Analysis of the HEK293 RNAseq data set for Wild-type versus IP₃R TKO cells. (A). Distribution of the 828 differentially expressed genes is shown as a volcano plot. The default cut off for FDR was set at 1% and |log₂ FC| >1. The top 30 genes are indicated. (B). Manually curated gene sets for Ca²⁺ signaling pathways, transcription factors and mitochondrial genes (MitoCarta 3.0) were used to identify hits within the DEG gene list. The significance level of the gene changes measured by FDR is indicated in the inset. Genes in black were upregulated and genes in blue were downregulated. The origin of the curated gene sets are given in “Materials and Methods”. (C). Bubble plot of KEGG enrichment analysis of DEGs. Top 20 KEGG pathways (p ≤ 0.05) are presented. Y-axis represents pathways; X-axis represents rich factor; (rich factor equals the ratio between the DEGs and all annotated genes enriched in the pathway). The color and size of each bubble represent enrichment significance and the number of DEGs enriched in a pathway, respectively.

FIGURE 6

Analysis of the HeLa RNAseq data set for Wild-type versus IP₃R TKO cells. (A). Distribution of the 310 differentially expressed genes is shown as a volcano plot. The default cut off for FDR was set at 1% and |log₂ FC| >1. The top 30 genes are indicated. (B). Manually curated gene sets for Ca²⁺ signaling pathways, transcription factors and mitochondrial genes (MitoCarta 3.0) were used to identify hits within the DEG gene list.

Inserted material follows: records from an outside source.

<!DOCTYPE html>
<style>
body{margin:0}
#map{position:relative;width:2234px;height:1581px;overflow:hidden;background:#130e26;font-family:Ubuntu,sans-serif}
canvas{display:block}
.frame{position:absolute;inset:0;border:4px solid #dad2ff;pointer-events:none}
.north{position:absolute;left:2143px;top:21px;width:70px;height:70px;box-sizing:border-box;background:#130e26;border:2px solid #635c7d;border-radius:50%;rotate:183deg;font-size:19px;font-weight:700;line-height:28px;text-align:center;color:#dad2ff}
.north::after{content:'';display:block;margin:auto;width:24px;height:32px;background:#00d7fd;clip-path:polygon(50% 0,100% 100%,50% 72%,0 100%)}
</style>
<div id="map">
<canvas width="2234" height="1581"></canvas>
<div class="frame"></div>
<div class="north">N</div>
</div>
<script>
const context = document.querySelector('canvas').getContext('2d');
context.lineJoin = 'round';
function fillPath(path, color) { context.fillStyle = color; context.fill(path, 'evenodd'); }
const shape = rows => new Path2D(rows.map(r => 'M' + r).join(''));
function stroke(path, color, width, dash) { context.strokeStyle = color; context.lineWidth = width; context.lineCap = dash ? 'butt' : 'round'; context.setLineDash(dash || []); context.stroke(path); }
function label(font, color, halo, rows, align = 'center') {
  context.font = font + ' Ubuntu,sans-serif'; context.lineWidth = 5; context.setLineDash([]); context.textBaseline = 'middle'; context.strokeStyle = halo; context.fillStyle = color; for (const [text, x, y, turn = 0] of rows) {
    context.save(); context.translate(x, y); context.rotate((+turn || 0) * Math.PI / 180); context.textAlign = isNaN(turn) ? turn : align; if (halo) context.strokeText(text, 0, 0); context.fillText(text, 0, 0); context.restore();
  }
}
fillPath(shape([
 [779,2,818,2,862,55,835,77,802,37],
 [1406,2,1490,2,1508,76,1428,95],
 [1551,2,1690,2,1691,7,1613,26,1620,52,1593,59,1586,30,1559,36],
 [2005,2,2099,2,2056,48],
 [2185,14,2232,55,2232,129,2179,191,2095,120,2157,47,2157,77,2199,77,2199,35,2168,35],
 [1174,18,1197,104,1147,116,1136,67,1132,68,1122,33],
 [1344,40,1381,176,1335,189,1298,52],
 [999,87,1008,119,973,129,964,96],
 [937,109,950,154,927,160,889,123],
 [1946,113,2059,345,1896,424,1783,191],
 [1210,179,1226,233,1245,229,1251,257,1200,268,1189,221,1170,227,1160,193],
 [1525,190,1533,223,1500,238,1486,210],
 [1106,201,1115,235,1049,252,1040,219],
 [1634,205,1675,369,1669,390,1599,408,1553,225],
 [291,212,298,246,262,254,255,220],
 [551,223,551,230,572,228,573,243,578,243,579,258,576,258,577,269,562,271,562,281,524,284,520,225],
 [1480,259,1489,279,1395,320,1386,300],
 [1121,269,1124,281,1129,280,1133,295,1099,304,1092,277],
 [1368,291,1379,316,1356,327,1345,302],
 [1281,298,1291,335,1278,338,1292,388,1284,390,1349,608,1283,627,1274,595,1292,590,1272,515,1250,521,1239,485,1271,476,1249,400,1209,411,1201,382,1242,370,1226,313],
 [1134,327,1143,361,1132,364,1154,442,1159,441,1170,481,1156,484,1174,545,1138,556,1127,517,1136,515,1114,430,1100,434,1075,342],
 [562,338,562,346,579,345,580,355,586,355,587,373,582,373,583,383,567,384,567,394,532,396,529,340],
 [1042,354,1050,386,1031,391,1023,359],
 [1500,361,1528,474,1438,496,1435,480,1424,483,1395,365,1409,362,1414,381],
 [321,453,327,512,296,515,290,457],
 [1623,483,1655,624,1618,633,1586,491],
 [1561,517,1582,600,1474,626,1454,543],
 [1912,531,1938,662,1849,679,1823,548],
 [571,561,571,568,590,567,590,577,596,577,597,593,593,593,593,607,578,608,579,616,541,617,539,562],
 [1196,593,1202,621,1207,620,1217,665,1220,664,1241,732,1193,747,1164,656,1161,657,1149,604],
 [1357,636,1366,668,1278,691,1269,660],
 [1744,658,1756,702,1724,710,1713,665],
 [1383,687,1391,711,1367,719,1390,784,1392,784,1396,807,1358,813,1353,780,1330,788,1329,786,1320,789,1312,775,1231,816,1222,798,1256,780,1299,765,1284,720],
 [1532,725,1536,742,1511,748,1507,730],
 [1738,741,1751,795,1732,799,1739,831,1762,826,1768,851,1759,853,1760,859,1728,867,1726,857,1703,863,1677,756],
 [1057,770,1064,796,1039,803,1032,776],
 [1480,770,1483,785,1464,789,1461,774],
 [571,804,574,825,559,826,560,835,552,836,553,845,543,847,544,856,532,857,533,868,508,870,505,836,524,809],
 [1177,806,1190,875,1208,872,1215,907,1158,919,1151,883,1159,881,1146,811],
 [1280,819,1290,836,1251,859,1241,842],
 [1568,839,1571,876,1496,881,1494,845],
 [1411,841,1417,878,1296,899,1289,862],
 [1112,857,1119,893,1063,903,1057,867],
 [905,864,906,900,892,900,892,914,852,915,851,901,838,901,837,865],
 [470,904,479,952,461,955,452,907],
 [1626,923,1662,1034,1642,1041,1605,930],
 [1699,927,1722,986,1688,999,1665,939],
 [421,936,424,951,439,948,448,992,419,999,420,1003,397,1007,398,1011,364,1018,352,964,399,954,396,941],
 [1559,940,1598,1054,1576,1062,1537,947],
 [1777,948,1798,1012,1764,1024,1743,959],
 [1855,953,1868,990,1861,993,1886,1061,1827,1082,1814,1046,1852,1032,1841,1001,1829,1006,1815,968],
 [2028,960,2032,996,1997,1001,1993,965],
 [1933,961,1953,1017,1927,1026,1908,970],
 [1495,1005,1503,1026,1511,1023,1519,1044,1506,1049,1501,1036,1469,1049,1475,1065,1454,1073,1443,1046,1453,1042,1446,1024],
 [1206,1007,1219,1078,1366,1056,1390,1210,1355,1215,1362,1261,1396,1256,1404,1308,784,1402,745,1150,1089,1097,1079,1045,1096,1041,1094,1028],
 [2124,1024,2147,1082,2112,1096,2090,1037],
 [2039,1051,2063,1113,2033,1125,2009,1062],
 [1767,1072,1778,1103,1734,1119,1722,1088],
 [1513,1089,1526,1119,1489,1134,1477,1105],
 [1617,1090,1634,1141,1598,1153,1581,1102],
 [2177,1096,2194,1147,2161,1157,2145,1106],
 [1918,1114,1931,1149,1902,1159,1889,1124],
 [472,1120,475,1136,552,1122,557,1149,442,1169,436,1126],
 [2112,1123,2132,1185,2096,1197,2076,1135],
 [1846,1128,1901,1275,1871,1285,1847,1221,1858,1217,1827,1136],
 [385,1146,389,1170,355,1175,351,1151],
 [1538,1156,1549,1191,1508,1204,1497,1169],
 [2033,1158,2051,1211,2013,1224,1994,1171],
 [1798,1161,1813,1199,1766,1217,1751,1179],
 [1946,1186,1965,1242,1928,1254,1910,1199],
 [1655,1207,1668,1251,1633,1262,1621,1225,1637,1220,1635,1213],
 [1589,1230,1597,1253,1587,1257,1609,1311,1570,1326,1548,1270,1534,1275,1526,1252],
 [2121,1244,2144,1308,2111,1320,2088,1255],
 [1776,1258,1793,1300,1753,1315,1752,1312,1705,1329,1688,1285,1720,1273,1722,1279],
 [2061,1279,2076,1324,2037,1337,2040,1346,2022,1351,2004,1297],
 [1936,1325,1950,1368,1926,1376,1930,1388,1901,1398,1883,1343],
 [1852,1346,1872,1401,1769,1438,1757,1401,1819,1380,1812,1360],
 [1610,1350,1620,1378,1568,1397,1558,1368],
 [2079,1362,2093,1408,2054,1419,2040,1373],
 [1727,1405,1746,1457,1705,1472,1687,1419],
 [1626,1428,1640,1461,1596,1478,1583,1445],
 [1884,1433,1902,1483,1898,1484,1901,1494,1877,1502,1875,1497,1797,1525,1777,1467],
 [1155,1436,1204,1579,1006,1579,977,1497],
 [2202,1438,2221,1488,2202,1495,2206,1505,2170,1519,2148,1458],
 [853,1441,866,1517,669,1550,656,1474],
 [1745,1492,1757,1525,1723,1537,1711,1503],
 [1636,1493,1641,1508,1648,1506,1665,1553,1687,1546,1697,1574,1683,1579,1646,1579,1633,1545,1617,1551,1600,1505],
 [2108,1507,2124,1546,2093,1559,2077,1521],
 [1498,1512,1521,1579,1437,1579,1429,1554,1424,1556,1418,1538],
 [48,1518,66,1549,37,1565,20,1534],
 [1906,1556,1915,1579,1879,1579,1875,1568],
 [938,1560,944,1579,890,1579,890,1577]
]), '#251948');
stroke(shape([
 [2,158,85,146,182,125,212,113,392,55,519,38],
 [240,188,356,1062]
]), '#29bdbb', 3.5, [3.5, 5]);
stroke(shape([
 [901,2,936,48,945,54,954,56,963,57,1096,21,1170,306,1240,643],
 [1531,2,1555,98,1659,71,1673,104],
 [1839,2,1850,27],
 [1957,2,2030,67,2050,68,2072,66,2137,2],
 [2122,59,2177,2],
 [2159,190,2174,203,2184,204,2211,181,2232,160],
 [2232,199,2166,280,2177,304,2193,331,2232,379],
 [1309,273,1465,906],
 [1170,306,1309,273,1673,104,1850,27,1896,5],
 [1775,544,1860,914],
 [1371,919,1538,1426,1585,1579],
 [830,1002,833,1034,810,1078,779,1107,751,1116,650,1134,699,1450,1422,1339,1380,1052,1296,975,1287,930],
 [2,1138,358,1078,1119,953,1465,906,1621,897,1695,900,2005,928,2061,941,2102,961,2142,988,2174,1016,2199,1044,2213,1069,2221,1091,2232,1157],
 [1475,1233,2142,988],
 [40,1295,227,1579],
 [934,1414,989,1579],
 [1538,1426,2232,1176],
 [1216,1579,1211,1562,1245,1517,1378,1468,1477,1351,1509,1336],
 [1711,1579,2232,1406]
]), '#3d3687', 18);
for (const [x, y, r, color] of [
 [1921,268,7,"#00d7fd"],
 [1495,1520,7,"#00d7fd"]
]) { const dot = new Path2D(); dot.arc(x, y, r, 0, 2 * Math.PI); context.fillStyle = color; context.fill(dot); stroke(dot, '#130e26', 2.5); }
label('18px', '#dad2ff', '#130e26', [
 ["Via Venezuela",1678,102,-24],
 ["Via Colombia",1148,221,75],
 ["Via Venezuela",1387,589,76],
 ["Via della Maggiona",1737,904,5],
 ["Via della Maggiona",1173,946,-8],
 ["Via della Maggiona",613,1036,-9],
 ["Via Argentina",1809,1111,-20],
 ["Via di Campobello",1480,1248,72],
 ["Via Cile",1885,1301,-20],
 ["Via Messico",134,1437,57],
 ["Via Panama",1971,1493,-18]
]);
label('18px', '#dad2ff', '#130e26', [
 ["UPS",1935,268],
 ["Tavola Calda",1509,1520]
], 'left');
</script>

The significance level of the gene changes measured by FDR is indicated in the inset. Genes in black were upregulated and genes in blue were downregulated. The origin of the curated gene sets are given in “Materials and Methods”. (C). Bubble plot of KEGG enrichment analysis of DEGs. Top 20 KEGG pathways (p ≤ 0.05) are presented. Y-axis represents pathways; X-axis represents rich factor; (rich factor equals the ratio between the DEGs and all annotated genes enriched in the pathway). The color and size of each bubble represent enrichment significance and the number of DEGs enriched in a pathway, respectively.

FIGURE 7

Common genes or pathways altered in the HEK293 or HeLa data sets. (A) Venn diagram showing the common genes between the HEK293 and HeLa data sets with (B) listing the 18 common genes. The significance level of the gene changes measured by FDR is indicated in the inset. Genes in black were upregulated and genes in blue were downregulated. (C, D) Gene set enrichment analysis (GSEA) was carried out using a Hallmark gene set found in the Molecular Signatures Database (http://www.gsea-msigdb.org/gsea/msigdb/collections.jsp). The statistical criteria for significance was a nominal p val <0.05 and a false discovery rate q-val <0.25.The top 20 enriched or de-enriched categories in the TKO cells based on normalized enrichment score (NES) are shown. Pathways in both data sets that were unique (black), common (red), or common but changing in opposite directions (green) were colored as indicated.

FIGURE 8

Hypothetical scheme showing agonist-mediated activation of signaling in WT and TKO cells In WT cells both Ca²⁺ mobilization and DAG formation mediate the transition of signaling pathways from ‘resting’ to an ‘activated’ state. In TKO cells many signaling pathways have adapted by adjusting their Ca²⁺ sensitivity to be active at resting Ca²⁺ (e.g., NFAT), increasing their reliance on the DAG signal alone (e.g., CREB via PKCδ) and becoming sensitized to increased ROS (e.g., Jnk, AP-1).